Several years ago, Amazon’s KDP introduced their Select program which allowed authors who published through them to give away books for free on their site if they signed a 90 day exclusivity agreement. Thinking 90 days wasn’t much of a commitment, many authors agreed to it. Fast forward to 2017, where Amazon is selling over 30 million books and nearly one million of those books are free on any given day flooding the market. The numbers alone have authors questioning whether going exclusive with Amazon is even worth it anymore?
Your Goals Matter
No matter what the latest marketing tricks are at the moment they mean very little if you haven’t a clear definition of where you want to go. It’s vital that you ask yourself before you sign any long term contract, why am I doing this? Do I wish to…
- Make money
- Get more reviews
- Build up an email list
- Sign with a traditional publisher and go hybrid
- Become an influencer in a chosen field
- Build a publishing company
- Republish a back catalog of work
- Build a career as an author
As you can see there are a myriad of reasons why people self-publish and many of them don’t require you signing an exclusivity contract. For example, if you want to sign with a traditional publisher then it might not be wise to lock your work up for any period of time. If interested, a publisher may insist you take down the book and you can’t do that if you’re only 10 days into your 90 day exclusivity agreement.
Why Ask For An Exclusive?
It’s not uncommon for retailers like Amazon, to ask for exclusives, most retailers do. It gives them the competitive edge because they offer something their competition doesn’t. However the manufacturer or vendor (in this case you), usually gets something in return like favorable product placement in exchange for the temporary inconvenience and loss of profit. Yet with Amazon, there is no such negotiation and instead of favorable product placement, books that are put into the Select program are put on a special list away from the paid books when they go free. This is the reverse of favorable product placement since the paid books are the default page that shoppers are sent to. It’s great for Amazon, who gets exclusive content but bad for indie authors who get relegated to a nebulous tab.
The Psychology Behind it
Lots of authors believe that exclusives are done because retailers and publishers are greedy and though that’s debatable, retailers actually do it because it works. It’s been proven that products which are available on a limited basis create a scarcity mentality in the minds of shoppers. It triggers the buy impulse when customers believe this opportunity may never come by again. Exclusives also make customers feel a sense of appreciation because the retailer is offering them this valuable product making them feel part of a privileged group.
Yeah, But Why Free?
In retail the competition is fierce, these days customers are much savvier and do their research before making purchases. If they find a product at an online retailer at a cheaper price, that’s called showrooming and it forces brick and mortar stores to match that price or even beat it. This is how Amazon kills the competition after all, what’s cheaper than free? Even other book retailers like Barnes & Noble can’t compete with this and have begun positioning their business away from books.
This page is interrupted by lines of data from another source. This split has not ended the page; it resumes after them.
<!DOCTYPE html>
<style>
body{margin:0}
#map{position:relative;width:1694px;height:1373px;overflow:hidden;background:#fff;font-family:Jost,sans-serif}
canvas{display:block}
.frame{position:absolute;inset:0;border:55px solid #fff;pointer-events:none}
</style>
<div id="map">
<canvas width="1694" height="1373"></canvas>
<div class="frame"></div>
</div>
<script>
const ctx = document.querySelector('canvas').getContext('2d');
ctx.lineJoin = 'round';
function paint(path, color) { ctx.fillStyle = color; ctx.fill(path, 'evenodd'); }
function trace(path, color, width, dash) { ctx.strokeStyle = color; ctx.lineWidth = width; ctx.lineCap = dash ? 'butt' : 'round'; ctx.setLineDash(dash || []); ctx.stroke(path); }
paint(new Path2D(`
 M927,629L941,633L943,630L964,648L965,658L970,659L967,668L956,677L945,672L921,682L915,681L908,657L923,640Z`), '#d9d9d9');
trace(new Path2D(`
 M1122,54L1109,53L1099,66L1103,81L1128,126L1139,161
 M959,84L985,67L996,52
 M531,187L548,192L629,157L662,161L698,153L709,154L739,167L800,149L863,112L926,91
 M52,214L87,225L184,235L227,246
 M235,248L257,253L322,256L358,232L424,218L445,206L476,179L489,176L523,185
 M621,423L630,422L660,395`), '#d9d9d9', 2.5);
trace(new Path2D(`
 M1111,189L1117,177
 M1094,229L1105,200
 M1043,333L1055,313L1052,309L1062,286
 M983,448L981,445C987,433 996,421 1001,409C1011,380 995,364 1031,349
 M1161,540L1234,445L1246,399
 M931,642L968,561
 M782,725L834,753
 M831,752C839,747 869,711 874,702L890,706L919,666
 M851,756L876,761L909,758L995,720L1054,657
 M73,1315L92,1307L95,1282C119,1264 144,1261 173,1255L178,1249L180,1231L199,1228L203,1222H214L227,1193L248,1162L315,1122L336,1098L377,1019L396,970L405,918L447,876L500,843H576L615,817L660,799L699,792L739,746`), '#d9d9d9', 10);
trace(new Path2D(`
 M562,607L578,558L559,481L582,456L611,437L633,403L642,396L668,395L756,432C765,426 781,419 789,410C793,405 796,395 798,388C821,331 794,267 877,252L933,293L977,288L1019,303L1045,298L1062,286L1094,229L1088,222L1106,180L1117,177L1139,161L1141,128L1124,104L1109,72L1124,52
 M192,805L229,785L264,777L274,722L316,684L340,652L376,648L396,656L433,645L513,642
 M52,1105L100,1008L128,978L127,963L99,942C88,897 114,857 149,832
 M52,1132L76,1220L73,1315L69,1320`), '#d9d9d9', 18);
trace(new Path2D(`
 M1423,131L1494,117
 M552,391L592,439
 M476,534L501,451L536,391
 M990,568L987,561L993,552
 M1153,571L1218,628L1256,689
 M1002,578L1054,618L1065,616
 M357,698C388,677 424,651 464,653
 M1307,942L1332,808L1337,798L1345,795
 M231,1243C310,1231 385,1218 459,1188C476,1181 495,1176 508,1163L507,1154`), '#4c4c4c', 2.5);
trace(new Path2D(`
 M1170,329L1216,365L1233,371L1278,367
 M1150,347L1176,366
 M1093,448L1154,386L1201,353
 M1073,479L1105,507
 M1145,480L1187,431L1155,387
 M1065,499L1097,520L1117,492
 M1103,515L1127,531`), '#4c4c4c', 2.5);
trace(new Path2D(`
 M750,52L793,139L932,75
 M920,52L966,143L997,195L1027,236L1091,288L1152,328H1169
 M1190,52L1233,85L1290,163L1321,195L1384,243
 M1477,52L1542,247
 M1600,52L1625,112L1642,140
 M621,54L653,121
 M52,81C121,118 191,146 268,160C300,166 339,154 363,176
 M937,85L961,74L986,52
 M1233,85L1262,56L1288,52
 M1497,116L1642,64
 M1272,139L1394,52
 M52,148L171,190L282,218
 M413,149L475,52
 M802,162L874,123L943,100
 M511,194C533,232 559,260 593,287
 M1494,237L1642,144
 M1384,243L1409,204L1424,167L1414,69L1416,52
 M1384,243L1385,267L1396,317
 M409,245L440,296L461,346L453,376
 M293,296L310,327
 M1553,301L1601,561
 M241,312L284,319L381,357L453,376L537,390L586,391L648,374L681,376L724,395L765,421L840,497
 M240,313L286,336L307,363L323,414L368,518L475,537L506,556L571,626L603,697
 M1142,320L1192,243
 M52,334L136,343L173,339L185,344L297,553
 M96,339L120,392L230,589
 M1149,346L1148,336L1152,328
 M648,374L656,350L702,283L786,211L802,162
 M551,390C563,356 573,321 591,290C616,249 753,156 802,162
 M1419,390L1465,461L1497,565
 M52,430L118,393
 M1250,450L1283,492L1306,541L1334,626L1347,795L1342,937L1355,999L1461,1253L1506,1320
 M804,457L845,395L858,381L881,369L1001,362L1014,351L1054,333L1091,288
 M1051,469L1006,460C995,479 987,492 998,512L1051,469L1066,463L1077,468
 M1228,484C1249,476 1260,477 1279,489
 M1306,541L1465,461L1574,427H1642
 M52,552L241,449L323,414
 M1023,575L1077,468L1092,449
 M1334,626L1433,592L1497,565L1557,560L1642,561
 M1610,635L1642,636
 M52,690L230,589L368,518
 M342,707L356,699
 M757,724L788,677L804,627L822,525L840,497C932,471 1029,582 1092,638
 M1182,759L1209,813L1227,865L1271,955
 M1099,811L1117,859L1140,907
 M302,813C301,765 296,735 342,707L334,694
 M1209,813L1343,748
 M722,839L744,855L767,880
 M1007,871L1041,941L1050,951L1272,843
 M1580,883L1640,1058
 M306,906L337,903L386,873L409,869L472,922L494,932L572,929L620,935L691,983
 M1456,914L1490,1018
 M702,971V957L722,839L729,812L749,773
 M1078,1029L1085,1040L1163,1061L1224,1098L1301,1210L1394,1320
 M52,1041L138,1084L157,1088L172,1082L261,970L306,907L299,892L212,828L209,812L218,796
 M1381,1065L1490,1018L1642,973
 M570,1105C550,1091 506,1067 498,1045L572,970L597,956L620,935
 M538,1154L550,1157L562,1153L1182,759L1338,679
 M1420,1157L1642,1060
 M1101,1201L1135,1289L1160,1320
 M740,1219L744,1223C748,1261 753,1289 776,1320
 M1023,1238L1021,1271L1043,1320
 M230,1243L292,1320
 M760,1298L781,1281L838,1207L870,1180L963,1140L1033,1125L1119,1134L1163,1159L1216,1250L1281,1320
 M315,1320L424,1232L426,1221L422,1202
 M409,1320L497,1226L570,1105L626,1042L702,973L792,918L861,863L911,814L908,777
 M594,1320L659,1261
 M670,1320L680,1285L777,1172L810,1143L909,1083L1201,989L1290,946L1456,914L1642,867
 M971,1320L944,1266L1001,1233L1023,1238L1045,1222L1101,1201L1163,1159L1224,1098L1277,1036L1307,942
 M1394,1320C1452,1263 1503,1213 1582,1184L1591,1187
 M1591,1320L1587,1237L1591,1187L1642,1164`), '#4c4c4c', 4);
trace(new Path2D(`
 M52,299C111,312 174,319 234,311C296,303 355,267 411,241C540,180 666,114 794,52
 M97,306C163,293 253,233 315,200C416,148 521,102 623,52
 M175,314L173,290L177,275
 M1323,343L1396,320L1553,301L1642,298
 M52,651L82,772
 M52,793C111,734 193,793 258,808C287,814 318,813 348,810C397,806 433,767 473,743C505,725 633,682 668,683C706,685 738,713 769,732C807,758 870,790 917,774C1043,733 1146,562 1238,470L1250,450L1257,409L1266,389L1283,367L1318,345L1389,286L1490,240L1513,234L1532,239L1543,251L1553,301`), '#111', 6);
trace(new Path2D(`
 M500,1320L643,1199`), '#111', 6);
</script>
Exclusivity Vs Expanded Distribution
Believe it or not, many startup companies claim exclusivity as the secret ingredient to their success. However, it’s not the only ingredient, exclusivity should be part of a deeper marketing strategy. Authors should be leveraging this exclusive period to collect reviews or email addresses for their lists. Don’t just sit on your duff during this period, there is still work to do —plan the next move. Ultimately that should mean branching out to other retailers like Kobo, Apple and Barnes & Noble.
Authors Remaining Exclusive: A Thought
There are experts who used to advise indie authors to remain in the KDP Select program permanently. They proposed that indies use one book as a loss leader and forgo immediate profits for long term ones. They suggest that authors use their free book to collect email addresses and sell the next book. However this may not be a good idea today because several indie authors now report their downloads dropping after the second or third time around in Select. So going exclusive with Amazon will work but only for so long. Today, we have no choice but to make our books available everywhere you possibly can because the old tricks don’t work anymore. Another thing we indie authors have to consider is the inevitable fact that sometime in the future another company will knock Amazon off its perch and wouldn’t it be nice if all our eggs weren’t in one basket?